I first read this book when it came out in 2003. I read it again in 2020, and like Robinson’s other book, Snapshots from Hell, it was better the second time around! The book is organized around ten major life lessons Peter learned from Ronald Reagan. He got to observe him from the White House, being one of his speechwriters. There’s an incredible amount of inside stories about Reagan, including, of course, the story behind the Berlin Wall speech written by Peter and delivered by Reagan in June 1987. A fantastic read of history. Here are some memorable stories:
Reagan’s first national security adviser, Richard Allen. Allen told Peter: “Reagan asked if I’d like to hear his theory concerning the Cold War and the Soviets. I allowed as how I certainly would. Reagan said, ‘Some people think I’m simplistic, but there’s a difference between being simplistic and being simple. My theory about the Cold War is that we win and they lose. What do you think about that?’”

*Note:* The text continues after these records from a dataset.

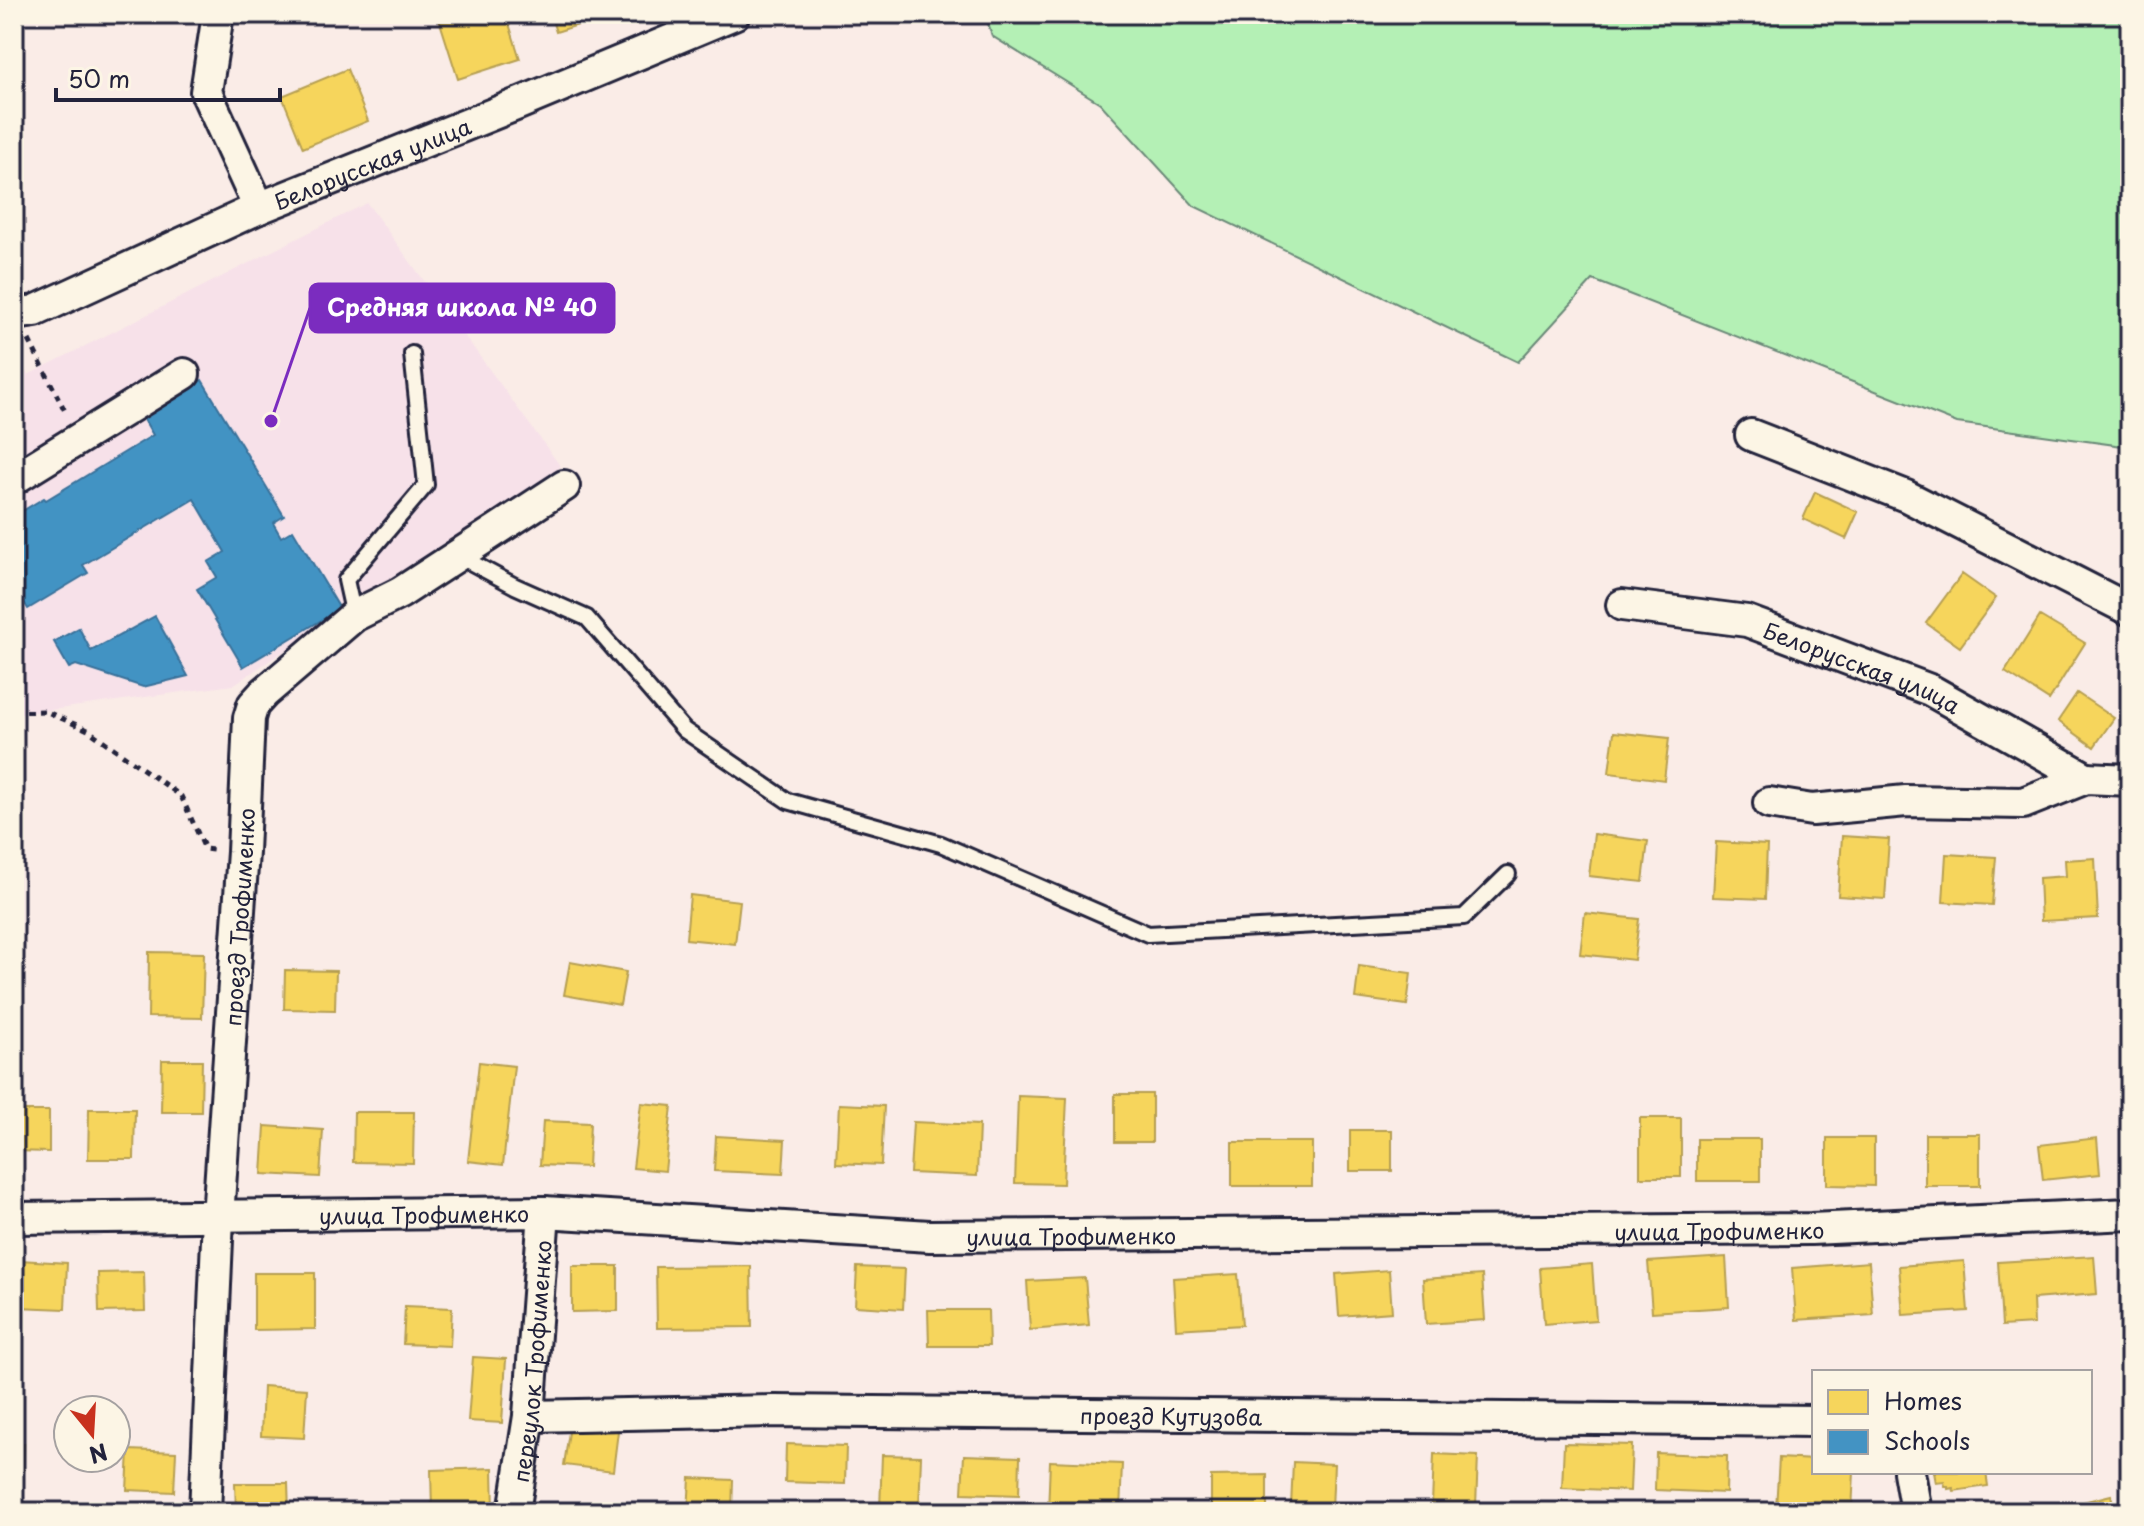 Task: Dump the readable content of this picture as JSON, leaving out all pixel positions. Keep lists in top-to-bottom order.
{
  "streets": {
    "street": [
      "Белорусская улица",
      "проезд Трофименко",
      "улица Трофименко",
      "переулок Трофименко",
      "проезд Кутузова"
    ]
  },
  "crossings": [
    ["проезд Трофименко", "улица Трофименко"],
    ["улица Трофименко", "переулок Трофименко"],
    ["переулок Трофименко", "проезд Кутузова"]
  ],
  "places": ["Средняя школа № 40"],
  "legend": ["Homes", "Schools"],
  "scale_bar": "50 m",
  "north": "bottom"
}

Robinson writes that YOU CAN TRACE the whole story of Ronald Reagan’s victory in the Cold War, by looking at just four of his speeches. "First, to the British Parliament on June 8, 1982, where he says ‘[T]he march of freedom and democracy…will leave Marxism-Leninism on the ash heap of history….’ Second, the March 8, 1983 address to the National Association of Evangelicals in Orlando, Florida, “to ignore the facts of history and the aggressive impulses of an evil empire, thereby remove yourself from the struggle between right and wrong and good and evil.” Third, June 12, 1987, in Berlin, speaking at the Berlin Wall, the Brandenburg Gate rising behind him, “General Secretary Gorbachev, if you seek peace, if you seek prosperity for the Soviet Union and Eastern Europe, if you seek liberalization, come here to this gate. Mr. Gorbachev, open this gate! Mr. Gorbachev, tear down this wall!” Last of the four, May 31, 1988, during Reagan’s visit to Moscow. Standing beneath a gigantic marble bust of Lenin, The fortieth President, describing freedom to the children of the Soviet apparat. The Cold War was over.”
“Soon after the 1986 nuclear accident at Chernobyl. Reagan said, “I just learned that ‘chernobyl’ is the Russian word for ‘wormwood.’ Wormwood is mentioned in the Book of Revelation, you know,” he said, sitting down. “It’s one of the seven plagues that signals the end of the world.”
Josh Gilder, another speechwriter wrote the remarks for the President to deliver during his 1987 visit to the Vatican, and had this line in the talk: “brave people everywhere who yearn for freedom, even as all men and women yearn for the freedom that God gave us all when he gave us a free will.”